SharpGIS

#GIS from a .NET developer's perspective

REALLY small unzip utility for Silverlight

UPDATE: See this updated blogpost.

There are quite a few libraries out there that adds zip decompression/compression to Silverlight. However, common to them all is that they add significantly to the size of the resulting .xap.

It turns out that Silverlight 2.0 already has zip decompression built-in. It uses this to uncompress the .xap files which really just are zip files with a different file extension.
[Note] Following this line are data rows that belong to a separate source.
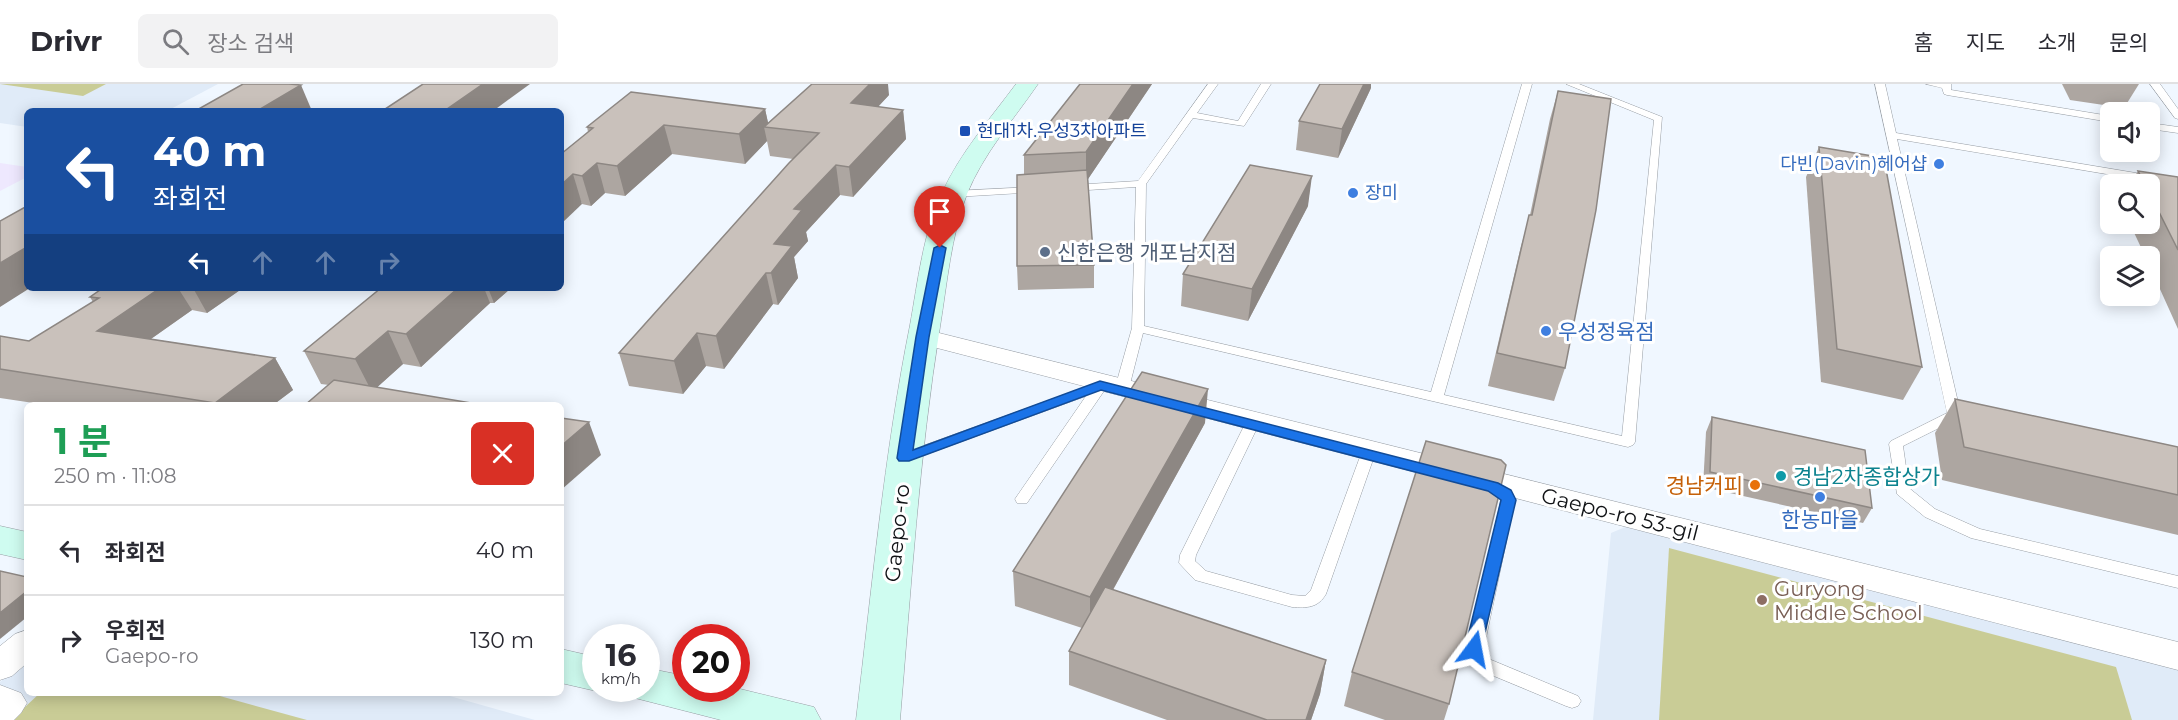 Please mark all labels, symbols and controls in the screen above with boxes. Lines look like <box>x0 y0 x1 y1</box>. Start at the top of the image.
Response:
search box <box>138 14 558 68</box>
text: Drivr <box>30 24 102 58</box>
icon: search <box>159 25 192 58</box>
text: 장소 검색 <box>207 30 294 57</box>
text: 홈 <box>1914 30 1933 55</box>
text: 지도 <box>1966 30 2005 55</box>
text: 소개 <box>2038 30 2076 55</box>
text: 문의 <box>2109 30 2148 55</box>
map controls <box>2100 102 2160 306</box>
button: sound <box>2100 102 2160 162</box>
place label: 현대1차.우성3차아파트 <box>977 120 1147 142</box>
marker: 현대1차.우성3차아파트 <box>958 124 972 138</box>
text: 40 m <box>153 125 266 177</box>
icon: left <box>54 132 132 210</box>
place label: 다빈(Davin)헤어샵 <box>1780 153 1927 175</box>
marker: 다빈(Davin)헤어샵 <box>1932 157 1946 171</box>
button: search <box>2100 174 2160 234</box>
text: 좌회전 <box>153 182 228 215</box>
place label: 장미 <box>1365 182 1398 204</box>
pin <box>914 186 965 248</box>
marker: 장미 <box>1346 186 1360 200</box>
icon: arrive <box>923 195 956 228</box>
place label: 신한은행 개포남지점 <box>1057 240 1236 265</box>
marker: 신한은행 개포남지점 <box>1038 245 1052 259</box>
icon: left <box>183 246 216 279</box>
icon: ahead <box>246 246 279 279</box>
icon: ahead <box>309 246 342 279</box>
icon: right <box>372 246 405 279</box>
button: layers <box>2100 246 2160 306</box>
place label: 우성정육점 <box>1558 319 1655 344</box>
marker: 우성정육점 <box>1539 324 1553 338</box>
text: 1 분 <box>54 419 111 463</box>
button: close <box>471 422 534 485</box>
text: 250 m · 11:08 <box>54 464 177 488</box>
place label: 경남2차종합상가 <box>1793 464 1940 489</box>
marker: 경남2차종합상가 <box>1774 469 1788 483</box>
place label: 경남커피 <box>1666 473 1743 498</box>
marker: 경남커피 <box>1748 478 1762 492</box>
street label: Gaepo-ro 53-gil <box>1539 482 1701 546</box>
street label: Gaepo-ro <box>879 483 915 583</box>
marker: 한농마을 <box>1813 490 1827 504</box>
place label: 한농마을 <box>1781 507 1859 532</box>
icon: left <box>54 534 87 567</box>
text: 40 m <box>476 537 534 564</box>
text: 좌회전 <box>105 539 166 566</box>
place label: Guryong Middle School <box>1774 576 1923 625</box>
marker: Guryong Middle School <box>1755 593 1769 607</box>
text: 우회전 <box>105 617 166 644</box>
position arrow <box>1442 617 1506 681</box>
icon: right <box>54 624 87 657</box>
speed limit sign: 20 <box>672 624 750 702</box>
text: 130 m <box>470 627 534 654</box>
text: 16 <box>606 637 636 674</box>
text: Gaepo-ro <box>105 644 199 668</box>
text: km/h <box>601 669 641 688</box>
There are several blog posts out there that will tell you how to dynamically load a XAP file and load it. It turns out that if you use the same approach with almost any other zip file, you can actually do the same thing, even though this is not a Silverlight XAP. I don’t think this was the original intent. but its still really neat! Here’s how to accomplish that, based on a zip file stream:

public static Stream GetFileStream(string filename, Stream stream)
{
    Uri fileUri = new Uri(filename, UriKind.Relative);
    StreamResourceInfo info = new StreamResourceInfo(stream, null);
    StreamResourceInfo streamInfo = System.Windows.Application.GetResourceStream(info, fileUri);
    if (streamInfo != null)
        return streamInfo.Stream;
    return null; //Filename not found or invalid ZIP stream
}

However, the problem is that this requires you to know before-hand what the names of the files are inside the zip file, and Silverlight doesn’t give you any way of getting that information (Silverlight uses the manifest file for reading the .xap).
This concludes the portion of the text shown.